KEY TAKEAWAYS
- The phase 3 AQUILA study is investigating DARA SC as a potential treatment for high-risk SMM.
- The study’s main objective is to assess the PFS of patients with high-risk SMM receiving DARA SC compared to those undergoing active monitoring without study medication.
- The primary endpoint is the evaluation of PFS as measured by an independent review group. Secondary endpoints include time to biochemical or diagnostic progression.
- To be eligible for the trial, patients must have a confirmed diagnosis of SMM for up to 5 years and exhibit high-risk factors, such as clonal bone marrow plasma cells of 10% or higher, along with other specified criteria.

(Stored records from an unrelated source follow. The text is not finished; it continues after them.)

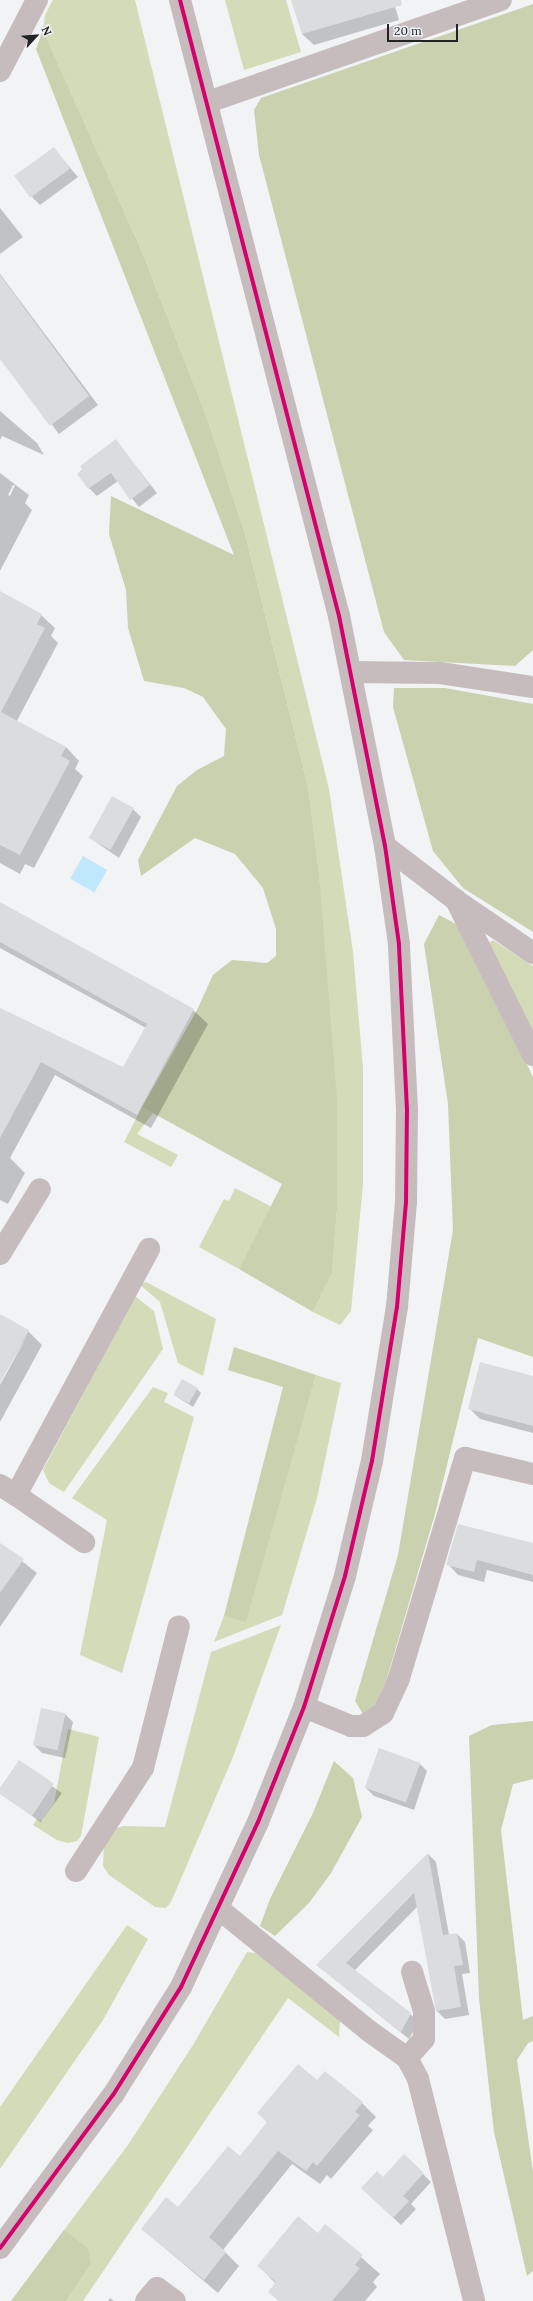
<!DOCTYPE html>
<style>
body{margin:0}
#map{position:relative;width:533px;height:2301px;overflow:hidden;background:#f1f3f5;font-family:Lora,serif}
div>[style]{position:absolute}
.green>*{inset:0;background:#d4dbb8}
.forest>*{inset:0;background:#c9d1ae}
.water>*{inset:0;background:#bfe8fc;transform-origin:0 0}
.shadow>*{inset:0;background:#0003;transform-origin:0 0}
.building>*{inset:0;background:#dbdcdd;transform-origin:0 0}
.minor>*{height:22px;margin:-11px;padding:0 11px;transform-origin:11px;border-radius:11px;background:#c6bcbd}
.cycleway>*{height:4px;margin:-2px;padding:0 2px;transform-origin:2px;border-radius:2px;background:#d6006c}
span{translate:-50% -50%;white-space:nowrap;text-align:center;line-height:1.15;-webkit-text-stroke:3px #eff3f7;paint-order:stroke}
.north{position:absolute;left:16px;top:16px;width:40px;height:40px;-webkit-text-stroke:3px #eff3f7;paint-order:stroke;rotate:64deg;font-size:11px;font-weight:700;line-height:16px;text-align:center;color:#212324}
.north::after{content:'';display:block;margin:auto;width:14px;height:18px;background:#212324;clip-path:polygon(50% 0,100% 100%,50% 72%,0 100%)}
.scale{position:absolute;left:387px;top:24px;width:71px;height:18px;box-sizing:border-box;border:2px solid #212324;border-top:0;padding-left:5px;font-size:12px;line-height:14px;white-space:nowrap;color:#212324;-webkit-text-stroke:3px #eff3f7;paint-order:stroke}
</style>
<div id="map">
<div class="green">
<div style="clip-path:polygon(53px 0,135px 0,329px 789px,353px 952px,363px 1068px,363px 1184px,351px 1311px,340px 1325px,313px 1312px,332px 1273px,337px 1209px,319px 873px,308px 787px,245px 534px,207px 418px,142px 252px,43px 30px,45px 15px)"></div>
<div style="clip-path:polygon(225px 0,286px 0,301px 52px,244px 70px)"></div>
<div style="clip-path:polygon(493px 940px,533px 966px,533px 1034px,489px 943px)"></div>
<div style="clip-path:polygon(142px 1107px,153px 1113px,137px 1134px,178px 1155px,171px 1167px,124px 1142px)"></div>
<div style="clip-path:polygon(235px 1188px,272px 1207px,239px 1269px,199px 1247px,224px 1199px,229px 1201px)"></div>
<div style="clip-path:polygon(146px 1282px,216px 1319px,203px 1376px,178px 1363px,160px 1302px,139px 1284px)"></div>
<div style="clip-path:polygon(135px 1296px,154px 1311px,163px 1349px,64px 1492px,49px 1483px,43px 1470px)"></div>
<div style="clip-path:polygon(316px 1375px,341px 1383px,317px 1498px,282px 1615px,214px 1642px,224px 1616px,246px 1621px)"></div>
<div style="clip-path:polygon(153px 1387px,168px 1393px,164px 1402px,194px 1417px,122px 1673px,80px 1655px,107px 1520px,72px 1498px)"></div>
<div style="clip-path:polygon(281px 1625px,233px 1757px,171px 1902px,166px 1908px,155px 1907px,109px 1875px,103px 1866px,104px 1843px,111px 1830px,123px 1826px,165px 1827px,211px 1652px)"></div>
<div style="clip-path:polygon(68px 1729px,99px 1737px,81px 1836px,77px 1841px,68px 1843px,57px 1840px,33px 1825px,37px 1819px,42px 1821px,54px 1803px)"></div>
<div style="clip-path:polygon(127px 1925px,148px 1939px,103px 2020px,0 2169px,0 2107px)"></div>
<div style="clip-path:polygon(247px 1952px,261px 1954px,340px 2020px,339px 2037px,288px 1998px,83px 2301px,66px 2301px,91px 2264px,64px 2230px,128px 2145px,193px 2045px)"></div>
</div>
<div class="forest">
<div style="clip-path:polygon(533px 4px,533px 650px,515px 666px,404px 660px,384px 632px,259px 155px,254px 110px,261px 98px)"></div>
<div style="clip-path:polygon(43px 30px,142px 252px,207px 418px,245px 534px,308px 787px,319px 873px,337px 1099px,337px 1209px,332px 1273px,313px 1312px,239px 1269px,282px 1184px,142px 1107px,197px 1010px,213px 975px,232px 960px,267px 963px,276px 956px,276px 929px,263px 888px,235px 854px,195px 838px,141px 876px,138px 860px,177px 786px,197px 770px,224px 756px,226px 729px,203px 697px,184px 688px,144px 681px,128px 628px,126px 590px,109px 534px,111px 496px,234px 555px,36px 49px)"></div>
<div style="clip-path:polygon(394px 688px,445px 688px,533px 704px,533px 932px,463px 888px,433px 851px,393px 707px)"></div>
<div style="clip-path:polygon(439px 915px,460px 926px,533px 1077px,533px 1357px,478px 1338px,435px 1514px,387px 1678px,374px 1706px,363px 1714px,355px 1701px,398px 1555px,453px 1230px,448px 1104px,424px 944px)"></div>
<div style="clip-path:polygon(234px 1347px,316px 1375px,246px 1622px,224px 1616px,283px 1387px,228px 1370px)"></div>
<div style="clip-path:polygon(533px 1721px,533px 1779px,513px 1784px,501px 1830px,523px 2020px,533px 2016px,533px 2041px,528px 2043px,517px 2060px,533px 2172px,533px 2271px,527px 2276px,494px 2132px,479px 1998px,469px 1736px,492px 1725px)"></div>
<div style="clip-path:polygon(334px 1761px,353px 1778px,362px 1817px,331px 1873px,309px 1903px,275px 1936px,260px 1926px,270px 1899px,313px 1813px)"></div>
<div style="clip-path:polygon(64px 2230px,88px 2248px,91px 2264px,66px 2301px,11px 2301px)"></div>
</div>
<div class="water">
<div style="left:83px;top:856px;width:28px;height:26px;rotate:30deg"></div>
</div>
<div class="shadow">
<div style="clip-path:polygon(312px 0,393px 0,399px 20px,314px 45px,302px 34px)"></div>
<div style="clip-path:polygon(54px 149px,78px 177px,40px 205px,32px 197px)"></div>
<div style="clip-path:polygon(0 208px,23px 237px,0 254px)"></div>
<div style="clip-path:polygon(0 274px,98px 405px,59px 434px,0 357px)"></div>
<div style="clip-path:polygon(0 411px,37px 443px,44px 455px,2px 436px,0 440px)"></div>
<div style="clip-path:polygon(116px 441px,157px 493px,139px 507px,118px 481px,97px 496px,89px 488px)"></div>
<div style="clip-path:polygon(evenodd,0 473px,29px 495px,25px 503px,32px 510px,0 571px,0 473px,13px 485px,15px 485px,10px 496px,8px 495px,13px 485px)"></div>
<div style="clip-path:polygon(0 605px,41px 615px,55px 628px,51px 636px,58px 643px,9px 736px,0 733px)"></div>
<div style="clip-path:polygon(29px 728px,66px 747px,79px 761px,75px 769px,83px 776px,34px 868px,25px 864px,20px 874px,0 863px,0 783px)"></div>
<div style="clip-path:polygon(133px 809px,141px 817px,119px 858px,90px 838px)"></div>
<div style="clip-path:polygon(0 904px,193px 1010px,208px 1024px,151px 1128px,55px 1075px,10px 1158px,25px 1173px,8px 1204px,0 1200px,0 1009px,124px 1069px,146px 1028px,0 948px)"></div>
<div style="clip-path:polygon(0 1315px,28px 1331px,42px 1345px,0 1422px,0 1385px,28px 1334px,0 1381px)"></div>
<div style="clip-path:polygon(533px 1377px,533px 1433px,480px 1419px,470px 1409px)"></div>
<div style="clip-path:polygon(197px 1389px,201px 1393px,193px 1407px,174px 1395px)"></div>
<div style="clip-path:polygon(0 1544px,37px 1573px,0 1627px)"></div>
<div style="clip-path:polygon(533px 1544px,533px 1582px,487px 1570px,484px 1582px,458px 1575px,448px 1564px)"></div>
<div style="clip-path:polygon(42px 1709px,65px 1714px,73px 1722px,65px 1758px,42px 1753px,34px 1745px)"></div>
<div style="left:19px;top:1762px;width:53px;height:36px;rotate:36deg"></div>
<div style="clip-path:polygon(419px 1763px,427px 1771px,414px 1810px,374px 1796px,366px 1788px)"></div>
<div style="clip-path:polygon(428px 1854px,436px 1862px,449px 1935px,457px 1934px,465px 1942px,470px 1973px,462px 1974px,469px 2015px,445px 2019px,437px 2011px,418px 1906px,354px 1971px,419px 2021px,409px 2039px,317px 1965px)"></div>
<div style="clip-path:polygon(317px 2081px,362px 2103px,376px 2117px,368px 2126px,373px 2130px,331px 2179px,327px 2175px,320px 2184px,292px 2164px,223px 2250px,239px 2266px,218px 2293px,142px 2229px,178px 2208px,240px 2157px,268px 2123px,258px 2113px)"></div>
<div style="clip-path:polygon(405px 2156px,431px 2182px,411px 2204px,416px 2209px,401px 2225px,371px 2196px)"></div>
<div style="clip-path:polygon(325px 2225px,380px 2274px,373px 2282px,377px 2287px,365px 2301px,279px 2301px,270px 2292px,276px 2284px,259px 2266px,318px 2234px)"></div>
<div style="clip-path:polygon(110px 2298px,114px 2301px,108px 2301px)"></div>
</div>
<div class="building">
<div style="clip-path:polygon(291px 0,401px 0,402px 5px,302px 34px)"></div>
<div style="left:54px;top:147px;width:27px;height:49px;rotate:54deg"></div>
<div style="clip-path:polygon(0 275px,89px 396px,50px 426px,0 359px)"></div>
<div style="clip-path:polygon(116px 439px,150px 485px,130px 500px,111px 473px,88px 489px,77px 474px,82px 469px,80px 466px)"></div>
<div style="clip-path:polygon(0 591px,42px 614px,37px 624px,45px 628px,1px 712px,66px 747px,61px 756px,70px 761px,20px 855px,0 845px)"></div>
<div style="left:112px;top:796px;width:25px;height:48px;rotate:29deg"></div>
<div style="clip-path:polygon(0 902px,194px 1009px,137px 1115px,41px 1062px,0 1138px,0 1008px,123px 1067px,147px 1024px,0 942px)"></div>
<div style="clip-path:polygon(0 1314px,29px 1330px,0 1383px)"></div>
<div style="clip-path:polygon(480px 1362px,533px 1376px,533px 1426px,468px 1409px)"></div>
<div style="left:182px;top:1379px;width:18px;height:18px;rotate:29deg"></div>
<div style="clip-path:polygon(458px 1524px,533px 1543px,533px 1575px,477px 1560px,474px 1572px,446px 1565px)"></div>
<div style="clip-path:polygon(0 1543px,24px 1559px,0 1593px)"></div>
<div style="left:41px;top:1708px;width:25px;height:38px;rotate:12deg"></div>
<div style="left:379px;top:1748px;width:44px;height:42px;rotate:20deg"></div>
<div style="left:19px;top:1760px;width:42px;height:39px;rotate:34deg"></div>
<div style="clip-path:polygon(428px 1853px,443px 1935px,457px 1933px,463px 1965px,454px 1966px,461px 2007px,436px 2011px,414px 1893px,346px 1963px,411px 2013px,401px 2032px,316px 1965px)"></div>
<div style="clip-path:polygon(298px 2064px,317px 2080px,325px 2071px,363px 2102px,355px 2112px,360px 2115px,317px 2166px,313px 2162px,306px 2171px,278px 2151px,209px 2237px,226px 2252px,204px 2280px,141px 2229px,166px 2197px,178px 2207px,228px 2146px,240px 2156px,267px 2122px,257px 2113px)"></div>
<div style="clip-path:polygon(404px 2154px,424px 2173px,403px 2196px,409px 2201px,393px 2218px,361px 2188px,377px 2171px,383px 2177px)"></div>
<div style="clip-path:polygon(298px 2216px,318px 2233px,325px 2224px,363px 2255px,355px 2265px,360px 2268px,332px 2301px,279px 2301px,268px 2292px,276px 2282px,257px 2266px)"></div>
</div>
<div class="minor">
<div style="left:0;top:71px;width:80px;rotate:-62.5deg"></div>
<div style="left:208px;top:102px;width:310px;rotate:-19.2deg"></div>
<div style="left:351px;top:672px;width:89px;rotate:0.6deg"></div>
<div style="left:440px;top:673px;width:94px;rotate:8.6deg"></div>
<div style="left:385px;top:846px;width:89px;rotate:37.3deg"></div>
<div style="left:456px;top:900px;width:173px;rotate:63.6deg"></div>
<div style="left:457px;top:901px;width:92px;rotate:34.4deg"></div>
<div style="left:0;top:1254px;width:76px;rotate:-58.4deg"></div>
<div style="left:0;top:1485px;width:19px;rotate:32deg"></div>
<div style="left:16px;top:1495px;width:280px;rotate:-61.6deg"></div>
<div style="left:16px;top:1495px;width:83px;rotate:34.7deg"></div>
<div style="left:304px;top:1707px;width:51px;rotate:22deg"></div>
<div style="left:351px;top:1726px;width:12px"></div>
<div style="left:363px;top:1726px;width:24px;rotate:-33deg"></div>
<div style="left:383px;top:1713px;width:38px;rotate:-65deg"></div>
<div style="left:399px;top:1678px;width:230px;rotate:-73.3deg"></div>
<div style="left:465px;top:1458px;width:70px;rotate:13.2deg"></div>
<div style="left:76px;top:1871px;width:123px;rotate:-57deg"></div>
<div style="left:143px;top:1768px;width:146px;rotate:-75.8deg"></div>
<div style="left:219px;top:1909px;width:193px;rotate:39.1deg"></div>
<div style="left:369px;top:2031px;width:47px;rotate:35.4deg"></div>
<div style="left:407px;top:2058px;width:24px;rotate:62deg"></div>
<div style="left:418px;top:2079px;width:229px;rotate:75.8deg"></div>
<div style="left:407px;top:2058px;width:25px;rotate:-48deg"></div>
<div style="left:424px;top:2039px;width:28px;rotate:-90deg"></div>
<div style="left:424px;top:2011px;width:41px;rotate:-107.1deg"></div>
<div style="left:0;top:2248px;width:190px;rotate:-53.6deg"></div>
<div style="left:113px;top:2095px;width:128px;rotate:-57.8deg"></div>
<div style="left:181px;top:1987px;width:182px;rotate:-65deg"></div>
<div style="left:258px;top:1822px;width:124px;rotate:-68.2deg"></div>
<div style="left:304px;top:1707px;width:137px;rotate:-72.6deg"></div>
<div style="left:345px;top:1576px;width:118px;rotate:-76.8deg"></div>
<div style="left:372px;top:1461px;width:156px;rotate:-80.8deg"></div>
<div style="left:397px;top:1307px;width:105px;rotate:-85.1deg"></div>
<div style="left:406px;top:1202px;width:92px;rotate:-89.4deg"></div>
<div style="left:407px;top:1110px;width:166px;rotate:-92.8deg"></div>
<div style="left:399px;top:944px;width:99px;rotate:-98.1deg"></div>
<div style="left:385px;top:846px;width:235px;rotate:-101.3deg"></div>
<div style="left:339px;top:616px;width:636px;rotate:-104.47deg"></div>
<div style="left:146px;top:2301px;width:17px;rotate:-50deg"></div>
<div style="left:157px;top:2288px;width:22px;rotate:36deg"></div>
</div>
<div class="cycleway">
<div style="left:0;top:2248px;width:190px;rotate:-53.6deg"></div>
<div style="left:113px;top:2095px;width:128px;rotate:-57.8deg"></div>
<div style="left:181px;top:1987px;width:182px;rotate:-65deg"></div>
<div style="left:258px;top:1822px;width:124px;rotate:-68.2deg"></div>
<div style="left:304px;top:1707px;width:137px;rotate:-72.6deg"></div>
<div style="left:345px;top:1576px;width:118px;rotate:-76.8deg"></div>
<div style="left:372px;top:1461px;width:156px;rotate:-80.8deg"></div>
<div style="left:397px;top:1307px;width:105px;rotate:-85.1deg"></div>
<div style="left:406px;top:1202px;width:92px;rotate:-89.4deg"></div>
<div style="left:407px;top:1110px;width:166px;rotate:-92.8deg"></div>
<div style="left:399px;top:944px;width:99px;rotate:-98.1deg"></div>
<div style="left:385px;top:846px;width:235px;rotate:-101.3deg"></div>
<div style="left:339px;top:616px;width:636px;rotate:-104.47deg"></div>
</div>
<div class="north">N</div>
<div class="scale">20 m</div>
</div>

- Based on the promising single-agent activity observed in a phase 2 SMM study with intravenous DARA, the current phase 3 trial aims to determine whether DARA SC can slow the progression of high-risk SMM to multiple myeloma compared to active monitoring.
As standard care, the current rules for SMM say that patients (pts) should be actively monitored to see if they get symptoms of MM before starting treatment. Patients with SMM at a high risk of getting worse may benefit from treatment that starts sooner. DARA, a monoclonal antibody targeting CD38, is allowed for relapsed/refractory multiple myeloma (RRMM) as a stand-alone treatment and in combination with standard care. In a phase 1b RRMM study, an SC co-formulation of DARA with recombinant human hyaluronidase (rHuPH20; DARA SC) showed low injection reaction rates and similar response rates to those seen with IV DARA in RRMM. Given that IV DARA showed promising single-agent activity in a phase 2 SMM study (12-month PFS rate of 95%), researchers thought that, compared to active tracking, DARA SC might slow the progression of high-risk SMM to MM.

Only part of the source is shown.